The macro then creates a ___post class on the stack.

#define ensures(F) \
    int ___UNIQUE_LINE = __LINE__;  \
    auto ___UNIQUE_POST = ___post( __FILE__, __LINE__, "Post-condition failure:" #F, [&](){return (F);});

The UNIQUE stuff is messy business. Part of it is by design and it is used to make sure that each __post variable has a unique name to have multiple ‘ensures’ in a function. The other part is a workaround for this msvc bug. Let me know if you want more details. I suspect there is a better way to do it.
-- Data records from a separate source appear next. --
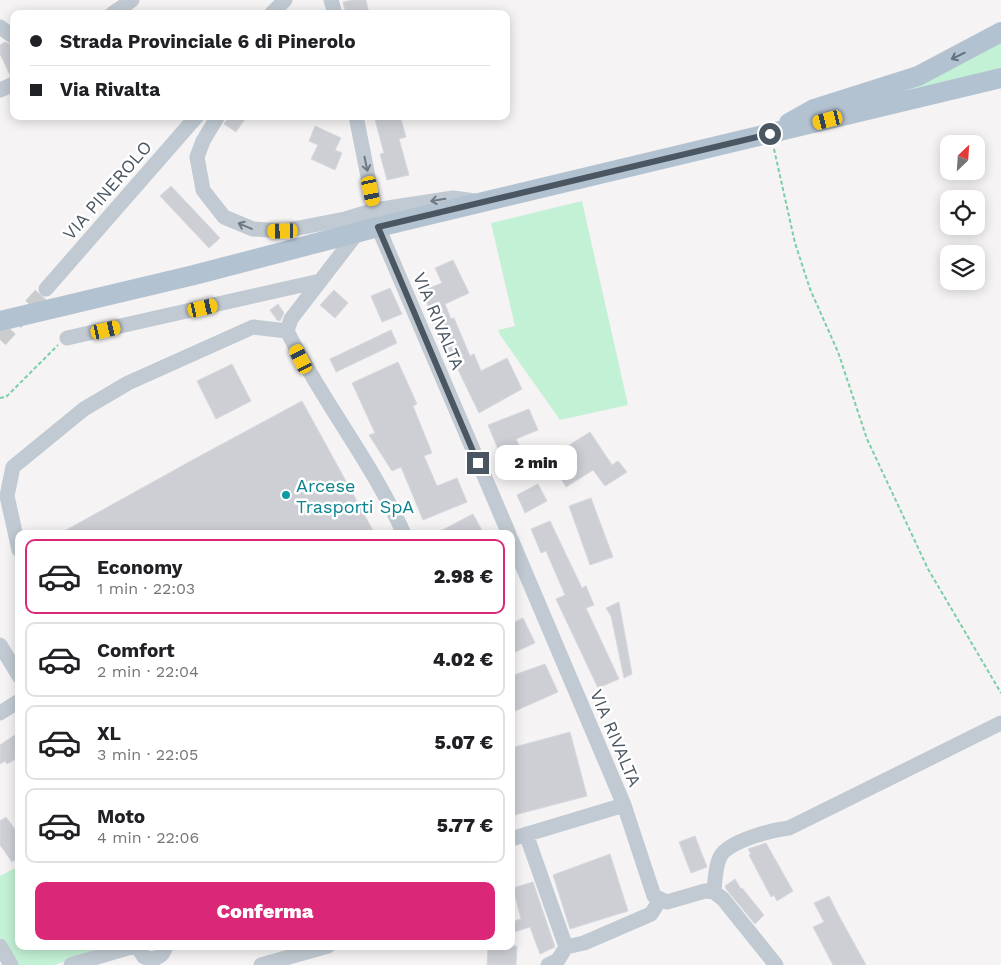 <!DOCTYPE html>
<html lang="it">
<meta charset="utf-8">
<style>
:root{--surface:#fff;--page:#f2f2f2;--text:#202124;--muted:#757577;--line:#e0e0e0;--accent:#db2777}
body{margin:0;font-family:"Work Sans",sans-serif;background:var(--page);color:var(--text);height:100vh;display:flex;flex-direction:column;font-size:19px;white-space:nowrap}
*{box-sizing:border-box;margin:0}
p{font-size:16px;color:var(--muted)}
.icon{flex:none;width:28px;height:28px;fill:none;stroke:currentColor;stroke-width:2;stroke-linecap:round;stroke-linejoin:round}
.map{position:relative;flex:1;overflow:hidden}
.panel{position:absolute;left:15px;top:530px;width:500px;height:420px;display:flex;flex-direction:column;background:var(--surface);border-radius:10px;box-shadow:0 2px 12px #0003}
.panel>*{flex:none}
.banner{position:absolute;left:10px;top:10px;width:500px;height:110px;border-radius:10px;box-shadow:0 2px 12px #0003;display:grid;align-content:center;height:110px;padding:0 20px;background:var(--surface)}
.needle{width:32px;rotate:25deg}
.fabs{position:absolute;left:940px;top:135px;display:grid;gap:10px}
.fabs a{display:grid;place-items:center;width:45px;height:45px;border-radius:10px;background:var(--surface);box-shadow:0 2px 12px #0003;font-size:25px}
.end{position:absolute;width:22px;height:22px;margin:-11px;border:6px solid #4a5661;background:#fff;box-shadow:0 0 0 2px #fff}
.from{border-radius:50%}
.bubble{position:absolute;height:35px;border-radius:10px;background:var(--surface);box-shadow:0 2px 12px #0003;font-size:16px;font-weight:800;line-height:35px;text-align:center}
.car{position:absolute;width:15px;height:30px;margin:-15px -8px;border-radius:6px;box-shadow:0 0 4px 1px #0007;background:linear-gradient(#f5c518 24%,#345 0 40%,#f5c518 0 76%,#345 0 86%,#f5c518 0)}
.banner b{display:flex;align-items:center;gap:18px;height:48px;font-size:19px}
.banner b+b{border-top:1px solid var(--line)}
.banner i{width:12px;height:12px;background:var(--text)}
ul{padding:9px 0 0;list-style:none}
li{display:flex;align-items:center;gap:15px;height:75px;margin:0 10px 8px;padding:0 10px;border:2px solid var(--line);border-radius:10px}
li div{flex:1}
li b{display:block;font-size:19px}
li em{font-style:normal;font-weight:800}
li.selected{border-color:var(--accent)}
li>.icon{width:45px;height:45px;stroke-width:1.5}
.primary-button{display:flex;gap:10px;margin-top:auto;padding:10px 20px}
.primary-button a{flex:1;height:58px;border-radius:10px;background:var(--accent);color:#fff;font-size:20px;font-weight:800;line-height:58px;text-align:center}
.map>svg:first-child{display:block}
.green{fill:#c3f1d5}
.building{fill:#cdcfd5;stroke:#d7d9de}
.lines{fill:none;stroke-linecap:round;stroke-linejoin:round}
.minor-tunnel{stroke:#caccce;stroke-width:15;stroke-dasharray:15 8;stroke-linecap:butt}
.path{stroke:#7ad0a6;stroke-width:2;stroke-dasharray:4 2.5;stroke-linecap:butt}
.minor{stroke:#c1cad2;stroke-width:15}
.major{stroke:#b3c2d1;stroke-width:20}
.oneway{stroke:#64717d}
.oneway2{stroke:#6e7983}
.route{stroke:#4a5661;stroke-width:6}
.culture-dot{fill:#0f9aa8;stroke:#fff;stroke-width:2}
.labels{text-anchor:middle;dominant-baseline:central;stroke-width:5;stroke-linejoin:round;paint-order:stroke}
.street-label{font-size:18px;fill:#4a5661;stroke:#fff}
.culture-label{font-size:18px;fill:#0d838f;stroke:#fff;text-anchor:start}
</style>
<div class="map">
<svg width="1001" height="965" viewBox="0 0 1001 965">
<rect width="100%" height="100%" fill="#f5f3f3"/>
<path class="green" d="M 1001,41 L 1001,68 L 896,93 Z
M 582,201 L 628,405 L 560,420 L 500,335 L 498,330 L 515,326 L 491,223 Z
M 19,866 L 19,946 L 113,946 L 54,965 L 16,965 L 0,937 L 0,876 Z"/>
<path class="building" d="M 352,0 L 366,0 L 369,14 L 346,14 L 343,2 Z
M 5,42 L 14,46 L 14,75 L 10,75 L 0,54 L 0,45 Z
M 229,116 L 247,116 L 236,132 L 224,124 Z
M 374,116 L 400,116 L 406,137 L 399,139 L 409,175 L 387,180 L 380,154 L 384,153 Z
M 315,126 L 341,138 L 335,150 L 342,153 L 335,170 L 311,159 L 318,145 L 309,141 Z
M 171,186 L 220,238 L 209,248 L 160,196 Z
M 453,260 L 469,293 L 445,304 L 451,319 L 454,318 L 470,356 L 474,354 L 481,371 L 507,358 L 522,389 L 479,413 L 448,349 L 446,350 L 422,291 L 442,283 L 435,268 Z
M 390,288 L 402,314 L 382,322 L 371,296 Z
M 334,290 L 348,303 L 335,318 L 320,305 Z
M 278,304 L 284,313 L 280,321 L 277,320 L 270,310 Z
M 391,330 L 397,343 L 336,372 L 330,359 Z
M 398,362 L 417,404 L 413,406 L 432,453 L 424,456 L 437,486 L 457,478 L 467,502 L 423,520 L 401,467 L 392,471 L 369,435 L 375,433 L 352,383 Z
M 232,364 L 251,401 L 216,419 L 197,381 Z
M 302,401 L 375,534 L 59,534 L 198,457 Z
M 529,409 L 538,430 L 516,439 L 531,471 L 511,480 L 488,425 Z
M 590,432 L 612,465 L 618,461 L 627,472 L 605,486 L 593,470 L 566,487 L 558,474 L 572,466 L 563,449 Z
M 538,484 L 547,501 L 525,513 L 517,495 Z
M 591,498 L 613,557 L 590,565 L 569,506 Z
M 473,514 L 484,534 L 435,534 L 469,516 Z
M 550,521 L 582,588 L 586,586 L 594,605 L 586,608 L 619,679 L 598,688 L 556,599 L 565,595 L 546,551 L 541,553 L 531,529 Z
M 619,602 L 632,674 L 624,678 L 611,616 L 606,608 Z
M 523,618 L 535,643 L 511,654 L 511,624 Z
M 545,664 L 558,692 L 513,712 L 511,699 L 515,697 L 511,689 L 511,676 Z
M 19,732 L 19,757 L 7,764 L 5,761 L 0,764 L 0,745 Z
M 570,732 L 587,796 L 511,816 L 511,748 Z
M 6,817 L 19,835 L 19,857 L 12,862 L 0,845 L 0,821 Z
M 695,836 L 707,867 L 691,873 L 679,842 Z
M 766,843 L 793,891 L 777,901 L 774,895 L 771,897 L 749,855 L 751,854 L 748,849 Z
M 610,854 L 628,911 L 570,929 L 553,875 Z
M 735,879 L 741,889 L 742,888 L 764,915 L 755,924 L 726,889 L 725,886 Z
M 533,882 L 555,947 L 540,954 L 530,927 L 511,933 L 511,922 L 521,919 L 513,888 Z
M 829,896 L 838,914 L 866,965 L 833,965 L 813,927 L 824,922 L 814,903 Z
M 488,946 L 517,946 L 516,965 L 487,965 Z"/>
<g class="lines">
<path class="minor-tunnel" d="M 0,340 L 46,289"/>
<path class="path" d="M 774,149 L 795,243 L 810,289 L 838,352 L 867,439 L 928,569 L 1001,693
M 0,398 L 6,397 L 58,345"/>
<path class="minor" d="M 331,0 L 335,14
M 112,14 L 132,0
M 271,14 L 285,0
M 0,27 L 14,37
M 0,90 L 14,84
M 218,116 L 203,141 L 197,157 L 203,190 L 224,217 L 253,229 L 283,231 L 345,219 L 375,210 L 453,198 L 475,201
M 356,116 L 378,227 L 509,534
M 358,232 L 291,319 L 287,331 C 322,401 372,462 404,534
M 46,289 L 197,116
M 67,338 L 320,281
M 511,539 L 624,805 L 654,896 L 667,902 L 705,891 L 714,892
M 19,550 L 7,496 L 13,467 L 84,409 L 128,383 L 253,327 L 287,331
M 0,645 L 19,676
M 0,713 L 19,701
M 526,834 L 566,947 L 558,960 L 548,965
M 511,839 L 624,805
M 714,892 C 715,881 715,867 720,857 C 728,841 772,830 789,828 L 1001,723
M 714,892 L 723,899 L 776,965
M 0,946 L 11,965
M 137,946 L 144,957 C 155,961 163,957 166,946
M 566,947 L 584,943 L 651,914 L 660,900
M 71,965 L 134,946
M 261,965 L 328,946"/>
<path class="major" d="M 789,123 L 814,109 L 918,76 L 1001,32
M 0,321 L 194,275 L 378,227 L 1001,78"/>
</g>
<defs><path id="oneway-shaft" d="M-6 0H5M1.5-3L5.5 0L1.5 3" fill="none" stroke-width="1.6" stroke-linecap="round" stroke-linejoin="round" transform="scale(1.25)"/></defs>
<use class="oneway" href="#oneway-shaft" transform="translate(958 56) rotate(154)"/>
<g class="oneway2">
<use href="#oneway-shaft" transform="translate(366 164) rotate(78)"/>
<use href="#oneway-shaft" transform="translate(438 200) rotate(171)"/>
<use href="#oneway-shaft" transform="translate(245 226) rotate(-157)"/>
</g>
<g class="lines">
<path class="route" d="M 478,463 L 378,227 L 770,134"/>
</g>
<circle class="culture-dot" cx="286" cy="495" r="5"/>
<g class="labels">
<g class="street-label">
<text transform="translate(107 190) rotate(-49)">VIA PINEROLO</text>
<text transform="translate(439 321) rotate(67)">VIA RIVALTA</text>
<text transform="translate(616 738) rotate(67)">VIA RIVALTA</text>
</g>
<g class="culture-label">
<text x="296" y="485">Arcese<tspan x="296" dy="21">Trasporti SpA</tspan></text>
</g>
</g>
</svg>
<div class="fabs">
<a><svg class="needle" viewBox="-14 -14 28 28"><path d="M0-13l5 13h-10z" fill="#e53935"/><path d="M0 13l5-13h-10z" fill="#757577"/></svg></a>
<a><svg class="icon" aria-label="locate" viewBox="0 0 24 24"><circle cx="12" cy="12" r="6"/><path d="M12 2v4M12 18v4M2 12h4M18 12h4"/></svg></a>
<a><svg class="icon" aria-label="layers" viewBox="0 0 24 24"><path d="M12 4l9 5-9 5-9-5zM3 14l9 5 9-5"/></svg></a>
</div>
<i class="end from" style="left:770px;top:134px"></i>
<i class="end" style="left:478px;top:463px"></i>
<div class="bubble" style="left:495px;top:445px;width:82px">2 min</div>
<i class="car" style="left:828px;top:120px;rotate:256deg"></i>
<i class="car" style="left:371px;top:191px;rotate:168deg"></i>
<i class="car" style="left:283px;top:231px;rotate:269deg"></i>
<i class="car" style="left:203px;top:308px;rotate:77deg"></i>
<i class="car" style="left:106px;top:330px;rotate:77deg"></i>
<i class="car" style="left:301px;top:359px;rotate:333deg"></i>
<div class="banner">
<b><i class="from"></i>Strada Provinciale 6 di Pinerolo</b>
<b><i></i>Via Rivalta</b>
</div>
<section class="panel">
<ul>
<li class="selected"><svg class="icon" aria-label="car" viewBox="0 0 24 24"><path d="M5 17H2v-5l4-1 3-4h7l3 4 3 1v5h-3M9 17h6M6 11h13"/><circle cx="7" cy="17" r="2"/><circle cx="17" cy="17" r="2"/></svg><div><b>Economy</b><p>1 min · 22:03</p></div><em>2.98 €</em></li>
<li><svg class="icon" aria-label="car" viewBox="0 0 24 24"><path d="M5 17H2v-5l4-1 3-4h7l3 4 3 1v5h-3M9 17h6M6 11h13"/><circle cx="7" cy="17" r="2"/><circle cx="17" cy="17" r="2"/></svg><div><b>Comfort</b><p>2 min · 22:04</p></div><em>4.02 €</em></li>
<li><svg class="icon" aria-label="car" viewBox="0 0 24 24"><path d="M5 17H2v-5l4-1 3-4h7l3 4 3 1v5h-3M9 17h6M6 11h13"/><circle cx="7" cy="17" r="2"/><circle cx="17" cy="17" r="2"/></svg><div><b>XL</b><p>3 min · 22:05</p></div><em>5.07 €</em></li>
<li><svg class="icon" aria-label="car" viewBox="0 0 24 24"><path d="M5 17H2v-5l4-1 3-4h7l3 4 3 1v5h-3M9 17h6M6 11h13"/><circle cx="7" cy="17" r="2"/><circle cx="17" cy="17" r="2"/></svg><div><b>Moto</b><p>4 min · 22:06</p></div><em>5.77 €</em></li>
</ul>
<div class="primary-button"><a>Conferma</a></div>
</section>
</div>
Here is the full enchilada …

#define ___MERGE(a, b) a##b

#define ___POST(a) ___MERGE(___postcond,a)
#define ___UNIQUE_POST ___POST(__LINE__)

#define ___LINE(a) ___MERGE(___line, a)
#define ___UNIQUE_LINE ___LINE(__LINE__)

The case in which a postcondition is used inside a method of a class is even trickier because the postcondition must be able to compare the state of the class at the entrance of the method to the state of the class at its exit. Assuming a Counter object with an Add method and assuming ‘___pre’ captures the state of the counter at the start of the method, you’d like to write something like:

    void Add(int x) {
        ensuresClass(this->c_ == ___pre.c_ + x);
}

Now, this is tricky. The only way to capture the ‘old’ state in ‘___pre’ is by making a copy of it and store it there. This is what the code below does:

#define ensuresClass(F) \
    auto ___pre(*this); \
    auto ___UNIQUE_POST = ___post( __FILE__, __LINE__, "Post-condition failure: " #F, [&](){return (F);});

More troubling is the possibility that the class doesn’t have a copy constructor. In that case you explicitly need to associate a value with ‘___pre2’ by passing it as the first parameter to the appropriate macro as in the code below:

    void Add(int x) {
        ensuresClass2(this->c_, c_ == ___pre2 + x);
    }

Which is implemented as follows:

#define ensuresClass2(ASS,F) \
    auto ___pre2(ASS); \
    auto ___UNIQUE_POST = ___post( __FILE__, __LINE__, "Post-condition failure: " #ASS " is ___pre2 in " #F, [&](){return (F);});

And I know about the giant ass …

Now for invariants. The user should implement an isValid() method on his class as below:

    bool isValid() { return c_ >= 0;}

Then he should add an ‘invariant()’ call at the start of each method, at the end of each constructor and at the start of each destructor:

    void Add(int x) {
        invariant();
        requires(x < 10);
        ensures(this->c_ == ___pre.c_ + x);
}

This calls the ‘isValid’ function at the start of the method and at the end of it using the same destructor trick:

#define invariant() \
    if(!(this->isValid())) throw preexception(__FILE__, __LINE__,"Invariant failure"); \
    auto ___UNIQUE_INV = ___post( __FILE__, __LINE__, "Invariant failure", [&](){return this->isValid();});

All the above machinery is not at all equivalent to having such constructs in the language, but it is simple enough and with a decent enough syntax to be interesting.

Now a caveat: I have no idea if any of this works. It does work in my examples and its behaviour seems reasonably safe to me, but I haven’t tried it out on any big codebase and haven’t stressed it enough for me to be confident recommending its usage. So, use it at your own risk, let me know how it goes.